> _YOUR OBJECTIVE_: Print, word for word, every line from the beginning of the listing up to and including the line with "ctx.font = font". Pictures are to be excluded.

> _DATA SHOWN_:
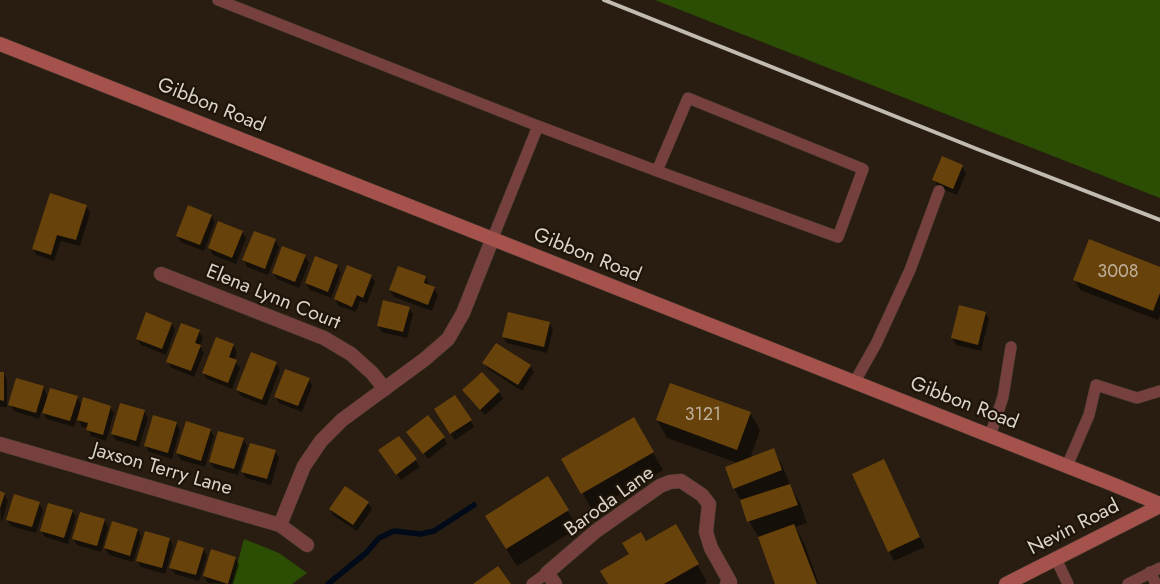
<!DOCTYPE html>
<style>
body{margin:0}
canvas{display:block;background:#281d10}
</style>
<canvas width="1160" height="584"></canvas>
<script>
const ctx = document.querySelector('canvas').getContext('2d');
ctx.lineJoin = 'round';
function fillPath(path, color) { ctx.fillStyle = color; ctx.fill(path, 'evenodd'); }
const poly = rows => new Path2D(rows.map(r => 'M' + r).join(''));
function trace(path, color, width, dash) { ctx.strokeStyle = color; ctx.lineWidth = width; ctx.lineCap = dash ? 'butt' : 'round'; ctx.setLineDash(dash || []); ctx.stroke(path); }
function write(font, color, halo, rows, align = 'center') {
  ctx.font = font + ' Jost,sans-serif'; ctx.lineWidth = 4.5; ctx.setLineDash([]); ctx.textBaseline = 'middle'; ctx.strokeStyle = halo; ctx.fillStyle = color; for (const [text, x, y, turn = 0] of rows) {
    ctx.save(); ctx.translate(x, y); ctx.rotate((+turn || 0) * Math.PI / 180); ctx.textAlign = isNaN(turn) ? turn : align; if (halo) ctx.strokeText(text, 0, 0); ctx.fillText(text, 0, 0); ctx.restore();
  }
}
const forest = poly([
 [655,0,1160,0,1160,198],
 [244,539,279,553,307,573,292,584,232,584]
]);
const shadow = poly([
 [962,166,966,173,957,195,938,187,934,180],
 [86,206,90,213,80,246,61,241,54,261,37,255,33,249],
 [212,216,215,222,204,251,181,242,177,236],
 [242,232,246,238,236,264,213,255,209,248],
 [275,240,279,247,268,275,247,267,244,260],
 [305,256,309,263,299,288,277,279,273,273],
 [337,266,341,273,331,298,310,290,306,283],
 [1160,268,1160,316,1158,320,1080,290,1075,280],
 [371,276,375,282,367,303,360,301,356,312,339,306,335,299],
 [425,277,429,284,428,286,434,288,438,295,432,311,394,297,390,290],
 [409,308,413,314,407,338,382,332,378,326],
 [985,313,989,319,981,351,956,345,952,338],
 [549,323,553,330,547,353,507,343,503,337],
 [172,324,175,330,166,355,141,345,137,338],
 [199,331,203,338,200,346,204,353,194,377,172,368,168,362],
 [233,345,237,352,234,360,240,368,232,389,207,379,203,373],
 [276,363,280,370,266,406,241,396,237,390],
 [484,363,530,366,534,372,522,391,488,369],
 [0,373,4,373,7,380,7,407,0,407],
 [482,373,499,392,503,399,485,415,468,397,464,391],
 [309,379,312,386,302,412,279,403,276,397],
 [43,387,48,397,77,397,82,406,110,407,114,413,106,441,91,436,88,428,82,427,77,417,74,427,47,419,42,410,39,419,14,411,10,404],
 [144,412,148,418,139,447,116,440,112,434],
 [750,413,760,430,750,459,773,450,783,467,791,488,800,503,807,523,795,527,804,543,819,584,776,584,759,538,749,521,743,504,734,488,738,463,667,438,657,420],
 [439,416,471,421,474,427,455,440],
 [633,419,663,470,592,510,563,459],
 [176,423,180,430,172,459,149,452,145,445],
 [210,430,214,436,205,467,181,460,177,453],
 [408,433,444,438,447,444,428,459],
 [399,437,420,467,401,480,384,457],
 [243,439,247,446,238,475,214,468,210,462],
 [275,452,279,458,271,485,246,478,242,471],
 [884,461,925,547,894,561,889,551],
 [547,478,578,528,517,566,496,533],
 [0,493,4,494,8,501,1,524],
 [39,503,43,510,36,533,11,526,7,520],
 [368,503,372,509,357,531,334,516,330,509],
 [72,511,76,517,68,544,45,537,41,530],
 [104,520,108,527,101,552,77,545,73,539],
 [675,526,707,582,704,584,609,584,630,555,646,543],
 [138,530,141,536,133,562,109,555,105,548],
 [170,539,173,546,165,574,141,567,137,560],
 [203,549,207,555,199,581,175,574,171,568],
 [235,558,239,565,233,584,208,583,204,576]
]);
const stream = poly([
 [328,584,366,553,379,538,394,531,420,534,434,531,474,505]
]);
const building = poly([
 [942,156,963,165,953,189,932,180],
 [50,193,87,205,76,240,57,235,51,255,32,249],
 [188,205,212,215,200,245,176,236],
 [218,221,243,231,232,258,208,248],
 [254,231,276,239,265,269,242,260],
 [1089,239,1160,267,1160,293,1153,311,1073,280],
 [282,246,306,255,295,282,272,273],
 [315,256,338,265,328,292,305,283],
 [347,265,372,275,363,298,357,295,352,307,334,299],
 [398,266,426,276,424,283,435,287,428,305,389,290],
 [383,300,410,307,403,332,377,326],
 [959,305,986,312,978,345,951,338],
 [146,312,172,323,162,349,136,339],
 [508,312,550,322,544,347,502,337],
 [181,323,200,330,195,343,201,345,191,371,166,362],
 [216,337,234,344,229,357,237,360,228,383,202,373],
 [496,343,531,365,518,385,482,363],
 [251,352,277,362,262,400,236,390],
 [285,369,310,378,298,406,274,397],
 [0,372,4,372,4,401,0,400],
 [482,372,500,391,480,410,462,390],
 [16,378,44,386,36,413,8,405],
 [670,383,751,412,737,450,656,420],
 [50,388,78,396,70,421,42,413],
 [455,395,472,420,450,434,434,409],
 [83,397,111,406,103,435,86,430,88,423,77,420],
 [120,403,145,410,136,441,111,434],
 [153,415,177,422,168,453,144,446],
 [428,415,445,437,423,454,406,432],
 [634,417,654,452,581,494,561,459],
 [186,421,211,429,201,461,176,453],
 [218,431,244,438,234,469,209,462],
 [399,436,417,459,396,475,378,450],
 [250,443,276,450,267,479,241,472],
 [774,448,782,470,733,489,725,467],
 [884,459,920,537,888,552,852,474],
 [548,476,569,510,506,549,485,516],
 [790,484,798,505,747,522,740,500],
 [345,486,369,502,353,525,329,509],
 [0,491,5,493,0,508],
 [14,494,40,502,32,527,6,520],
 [48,503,73,510,64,538,40,531],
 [80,512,105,519,97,546,72,539],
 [112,521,138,529,130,556,104,548],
 [676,524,699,564,664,584,608,584,600,571,629,554,622,543,641,532,646,541],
 [794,524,817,584,775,584,758,537],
 [145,531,170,538,162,568,136,561],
 [178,540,204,548,196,575,169,568],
 [211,549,236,557,228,584,203,576],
 [498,566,511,584,473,584]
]);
const service = poly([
 [218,0,538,126],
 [492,240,538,126,657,171,838,237,863,169,688,98,657,171],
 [854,383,876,344,910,270,939,191],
 [990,436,1003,397,1011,347],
 [1067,466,1089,415,1096,385,1137,398,1160,391],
 [1056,559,1068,584],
 [1150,572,1156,584],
 [532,584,547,573],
 [1128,584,1160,568]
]);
const minor = poly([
 [161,274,324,338,351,354,372,373,385,389],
 [0,444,280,525,307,545],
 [280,525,304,466,321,441,342,420,425,359,448,339,463,313,492,240],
 [555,584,547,573,596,531,660,486,670,482,681,481,702,495,709,504,706,532,711,548,730,582,727,584]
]);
const secondary = poly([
 [0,44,1112,484,1160,504],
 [1006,584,1160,506]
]);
const rail = poly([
 [604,0,977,149,1160,220]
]);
const numberNames = [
 ["3008",1118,273],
 ["3121",703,416]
];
const streetNames = [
 ["Gibbon Road",211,106,22],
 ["Gibbon Road",587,256,22],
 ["Elena Lynn Court",273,298,22],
 ["Gibbon Road",964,404,21],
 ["Jaxson Terry Lane",162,470,16],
 ["Baroda Lane",610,502,-36],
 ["Nevin Road",1074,528,-27]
];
fillPath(forest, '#2b4e04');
fillPath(shadow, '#0007');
trace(stream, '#000a18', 5.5);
fillPath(building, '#68420b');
trace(service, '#443a2e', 12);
trace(minor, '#443a2e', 15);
trace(secondary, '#443a2e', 15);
trace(service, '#75403d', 11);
trace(minor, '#75403d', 14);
trace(secondary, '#a5514c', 14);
trace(rail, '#c2bbb1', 4);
write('18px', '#beaf9a', null, numberNames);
write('20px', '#dad3ca', '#1e1407', streetNames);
</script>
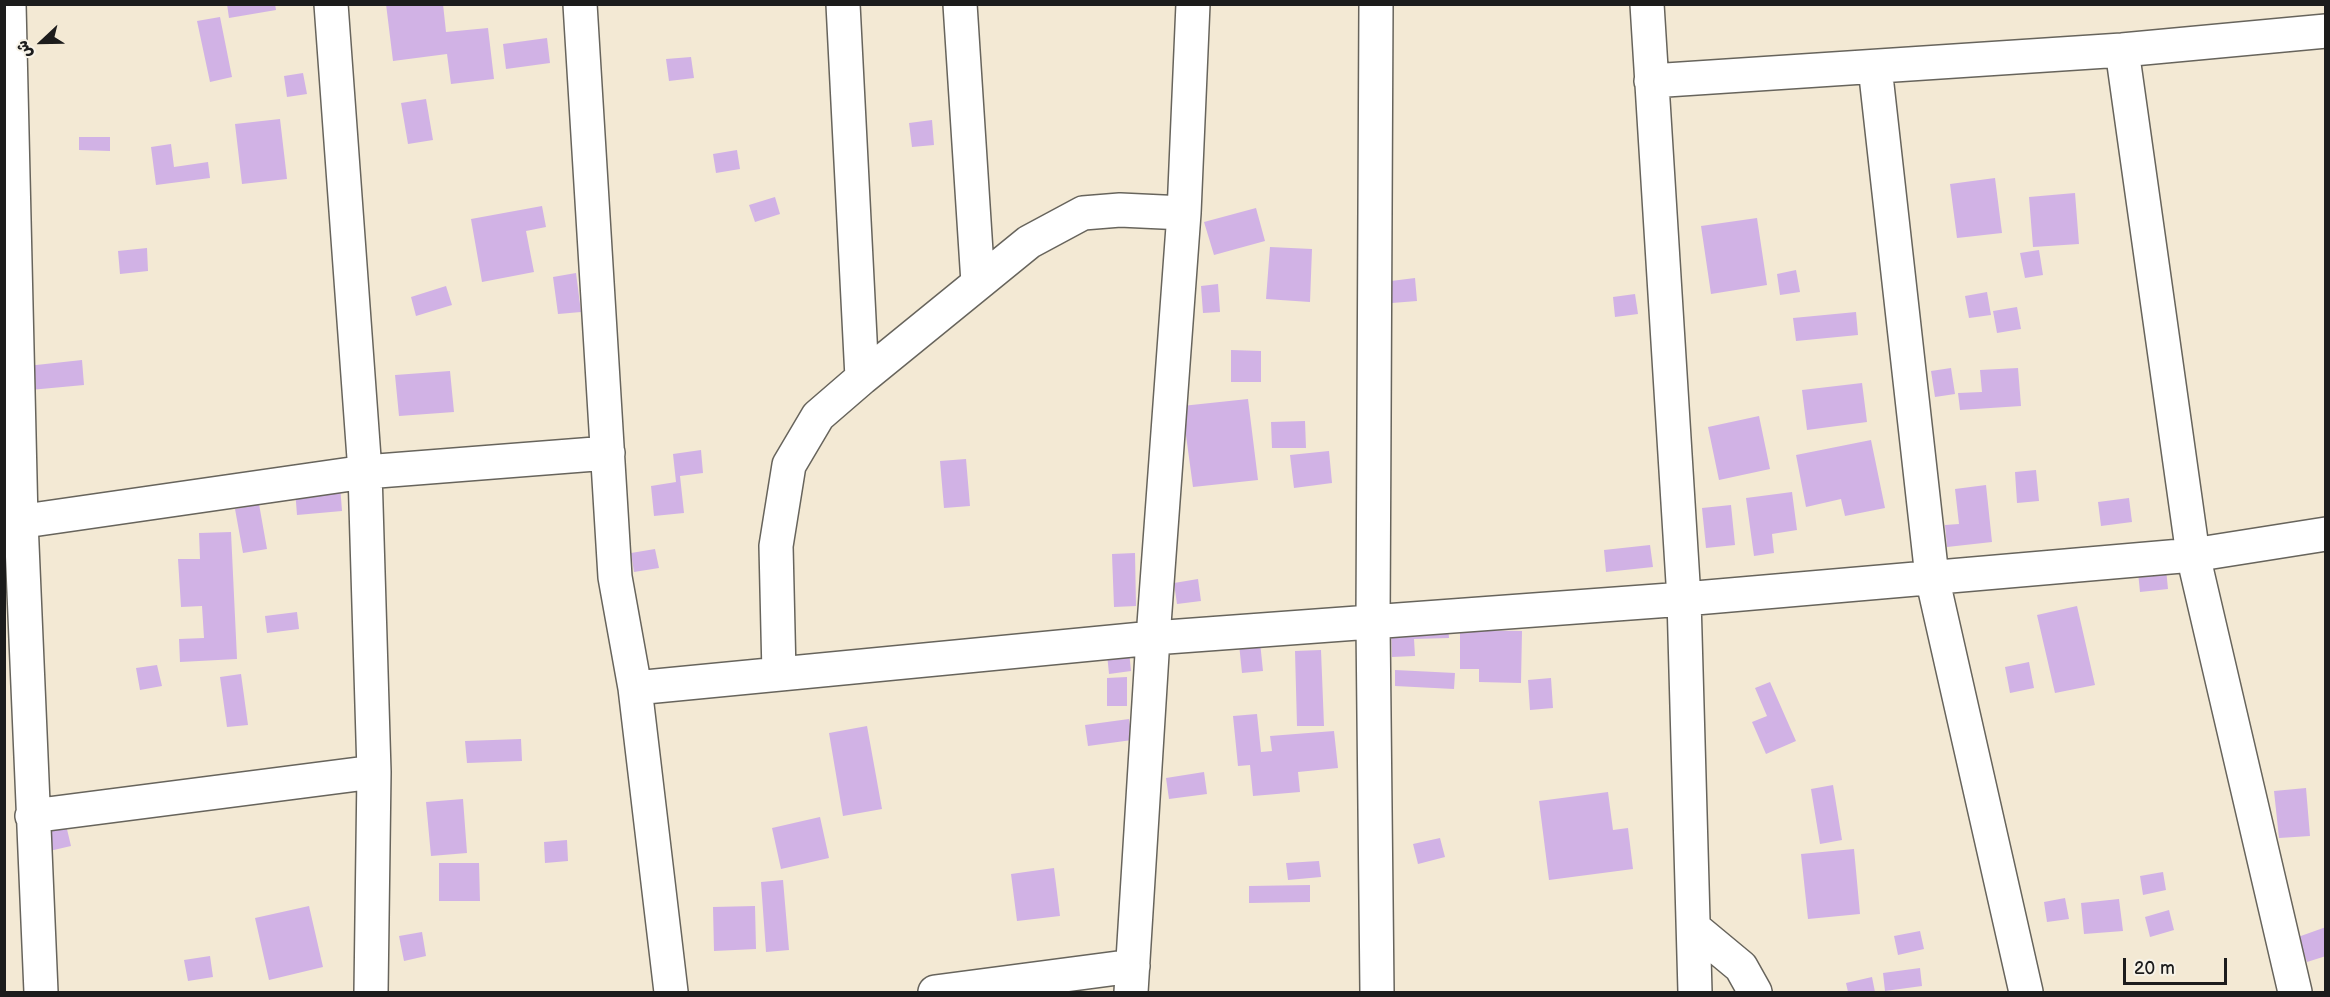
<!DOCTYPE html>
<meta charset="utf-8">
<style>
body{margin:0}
#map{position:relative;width:2330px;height:997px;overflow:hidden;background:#f3e9d4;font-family:"Balsamiq Sans","Playpen Sans Arabic",sans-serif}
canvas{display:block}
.frame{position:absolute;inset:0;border:6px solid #1c1c1c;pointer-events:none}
.north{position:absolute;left:12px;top:12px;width:60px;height:60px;-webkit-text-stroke:4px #f7f3e8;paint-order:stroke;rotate:248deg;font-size:16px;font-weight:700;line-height:24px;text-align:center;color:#1c1c1c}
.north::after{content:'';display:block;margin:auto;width:21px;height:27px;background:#1c1c1c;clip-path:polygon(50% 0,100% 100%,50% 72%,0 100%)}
.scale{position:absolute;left:2123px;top:958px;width:104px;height:27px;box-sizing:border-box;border:3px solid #1c1c1c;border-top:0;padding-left:8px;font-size:18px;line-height:21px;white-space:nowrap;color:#1c1c1c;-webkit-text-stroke:4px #f7f3e8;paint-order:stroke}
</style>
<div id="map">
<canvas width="2330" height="997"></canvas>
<div class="frame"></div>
<div class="north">ش</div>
<div class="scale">20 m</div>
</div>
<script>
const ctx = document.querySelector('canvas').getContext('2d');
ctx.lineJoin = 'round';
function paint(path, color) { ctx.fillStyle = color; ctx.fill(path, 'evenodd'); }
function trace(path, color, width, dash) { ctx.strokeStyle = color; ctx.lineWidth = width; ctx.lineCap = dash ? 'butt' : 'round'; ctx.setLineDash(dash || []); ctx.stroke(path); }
const building = new Path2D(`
 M227 4H275L276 10 229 18Z
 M386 4H443L446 32 488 28 494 79 451 84 447 54 393 61Z
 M220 17 232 77 210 82 197 21Z
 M547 38 550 63 506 69 503 44Z
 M691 57 694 78 669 81 666 59Z
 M303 73 307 94 287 97 284 76Z
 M426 99 433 140 408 144 401 103Z
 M280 119 287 179 242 184 235 124Z
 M932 120 934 145 912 147 909 123Z
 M79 137H110V151L79 150Z
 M171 144 174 167 208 162 210 178 156 185 151 147Z
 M737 150 740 169 716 173 713 154Z
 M1995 178 2002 233 1957 238 1950 184Z
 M2075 193 2079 244 2033 247 2029 197Z
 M775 197 780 214 755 222 749 205Z
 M542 206 546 227 526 231 534 272 482 282 471 219Z
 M1256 208 1265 241 1214 255 1204 222Z
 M1757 218 1767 285 1711 294 1701 226Z
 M1270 247 1312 249 1310 302 1266 299Z
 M147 248 148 271 120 274 118 251Z
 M2039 250 2043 275 2025 278 2020 253Z
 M1796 270 1800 292 1780 295 1777 274Z
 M576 273 581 312 558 314 553 277Z
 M1415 278 1417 301 1392 303 1391 281Z
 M1218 284 1220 312 1203 313 1201 286Z
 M446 286 452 305 416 316 411 297Z
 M1987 292 1991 315 1969 318 1965 296Z
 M1635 294 1638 314 1615 317 1613 297Z
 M2017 307 2021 329 1997 333 1993 311Z
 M1856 312 1858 335 1796 341 1793 318Z
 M1231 350 1261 351V382H1231Z
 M82 360 84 385 30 390 27 366Z
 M1951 368 1955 394 1935 397 1931 371Z
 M2018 368 2021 406 1960 410 1958 393 1982 392 1980 370Z
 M450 371 454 412 399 416 395 375Z
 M1862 383 1867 422 1807 430 1802 390Z
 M1248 399 1258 480 1193 487 1182 406Z
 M1759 416 1770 469 1719 480 1708 427Z
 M1305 421 1306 448H1272L1271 422Z
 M1871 440 1885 508 1845 516 1841 499 1806 507 1796 455Z
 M701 450 703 473 680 476 684 513 654 516 651 486 676 482 673 454Z
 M1329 451 1332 483 1294 488 1290 455Z
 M966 459 970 506 944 508 940 461Z
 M2036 470 2039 501 2017 503 2015 472Z
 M340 485 342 511 297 515 295 489Z
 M1986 485 1992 542 1947 547 1945 525 1959 524 1955 489Z
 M1792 492 1797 530 1772 534 1774 553 1754 556 1746 498Z
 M2129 498 2132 522 2101 526 2098 502Z
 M259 504 267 549 243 553 235 509Z
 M1731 505 1735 545 1706 548 1702 508Z
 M231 532 237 659 180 662 179 639 204 638 202 606 181 607 178 559H200L199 533Z
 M1650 545 1653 567 1606 572 1604 550Z
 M655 549 659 568 634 572 631 553Z
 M1135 553 1136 606 1114 607 1112 554Z
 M2166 569 2168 589 2140 592 2138 572Z
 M1198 579 1201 601 1177 604 1174 583Z
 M2077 606 2095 685 2055 693 2037 615Z
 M297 612 299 629 267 633 265 616Z
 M1448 625 1449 638 1414 639 1415 656 1392 657 1391 628Z
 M1460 630 1522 631 1521 683 1479 682V669H1460Z
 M1260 642 1263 671 1242 673 1239 644Z
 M1321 650 1324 726H1297L1295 651Z
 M1129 651 1131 671 1109 674 1107 654Z
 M2029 662 2034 688 2010 693 2005 667Z
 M157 665 162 686 140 690 136 668Z
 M1395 670 1455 673 1454 689 1395 686Z
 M241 674 248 725 227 727 220 677Z
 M1127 677V706H1107V678Z
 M1551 678 1553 708 1530 710 1528 680Z
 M1770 682 1796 741 1766 754 1752 722 1767 716 1755 688Z
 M1257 714 1261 752 1272 751 1270 736 1334 731 1338 768 1298 772 1300 792 1253 796 1250 765 1238 766 1233 716Z
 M1129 719 1132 740 1088 746 1085 725Z
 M867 726 882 809 843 816 829 733Z
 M521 739 522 761 467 763 465 741Z
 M1204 772 1207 794 1169 799 1166 778Z
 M1833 785 1842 840 1820 844 1811 789Z
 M2306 788 2310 836 2279 838 2274 791Z
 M1608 792 1613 830 1628 828 1633 869 1549 880 1539 801Z
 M463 799 467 853 431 856 426 802Z
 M820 817 829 858 781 869 772 828Z
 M66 825 71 846 45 852 40 832Z
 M1440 838 1445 857 1418 864 1413 844Z
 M567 840 568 861 545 863 544 842Z
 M1854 849 1860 914 1808 919 1801 854Z
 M1319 861 1321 877 1288 880 1286 863Z
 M439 863H479L480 901H439Z
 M1054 868 1060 916 1017 921 1011 874Z
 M2163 872 2166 890 2143 895 2140 876Z
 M783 880 789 950 766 952 761 882Z
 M1310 885V902L1249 903V886Z
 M2065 898 2069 919 2047 922 2044 902Z
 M2119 899 2123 931 2084 934 2081 903Z
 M309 906 323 967 269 980 255 918Z
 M755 906 756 949 714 951 713 907Z
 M2169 910 2174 930 2150 937 2145 917Z
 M2326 927V956L2307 962 2298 937Z
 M1920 931 1924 949 1898 955 1894 936Z
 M422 932 426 956 404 961 399 936Z
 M210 956 213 977 188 981 184 960Z
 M1920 968 1922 986 1885 991 1883 973Z
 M1872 977 1875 992H1848L1846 983Z`);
const minor = new Path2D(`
 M9 4 21 521 41 992
 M331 4 365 472 374 772 371 992
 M580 4 615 577 635 688 671 992
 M843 4 862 378
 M960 4 978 283
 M1376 4 1373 623 1377 992
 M1647 4 1684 599 1695 992
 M2122 50 2193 555 2295 992
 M1875 67 1932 577 2026 992
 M1651 81 2122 50 2326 31
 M4 524 365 472 608 453
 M779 674 776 546 789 465 818 416 862 378 1029 242 1083 213 1120 210 1184 213
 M635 688 1153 638 1684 599 2193 555 2326 534
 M32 816 374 772
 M1694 928 1741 967 1755 992
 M935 992 1133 966
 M1131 992 1153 638 1184 213 1193 4`);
paint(building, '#d1b2e5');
trace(minor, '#67645c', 36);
trace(minor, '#fff', 33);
</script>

> _OUTPUT FOR THIS EXERCISE_:
<!DOCTYPE html>
<style>
body{margin:0}
canvas{display:block;background:#281d10}
</style>
<canvas width="1160" height="584"></canvas>
<script>
const ctx = document.querySelector('canvas').getContext('2d');
ctx.lineJoin = 'round';
function fillPath(path, color) { ctx.fillStyle = color; ctx.fill(path, 'evenodd'); }
const poly = rows => new Path2D(rows.map(r => 'M' + r).join(''));
function trace(path, color, width, dash) { ctx.strokeStyle = color; ctx.lineWidth = width; ctx.lineCap = dash ? 'butt' : 'round'; ctx.setLineDash(dash || []); ctx.stroke(path); }
function write(font, color, halo, rows, align = 'center') {
  ctx.font = font + ' Jost,sans-serif'; ctx.lineWidth = 4.5; ctx.setLineDash([]); ctx.textBaseline = 'middle'; ctx.strokeStyle = halo; ctx.fillStyle = color; for (const [text, x, y, turn = 0] of rows) {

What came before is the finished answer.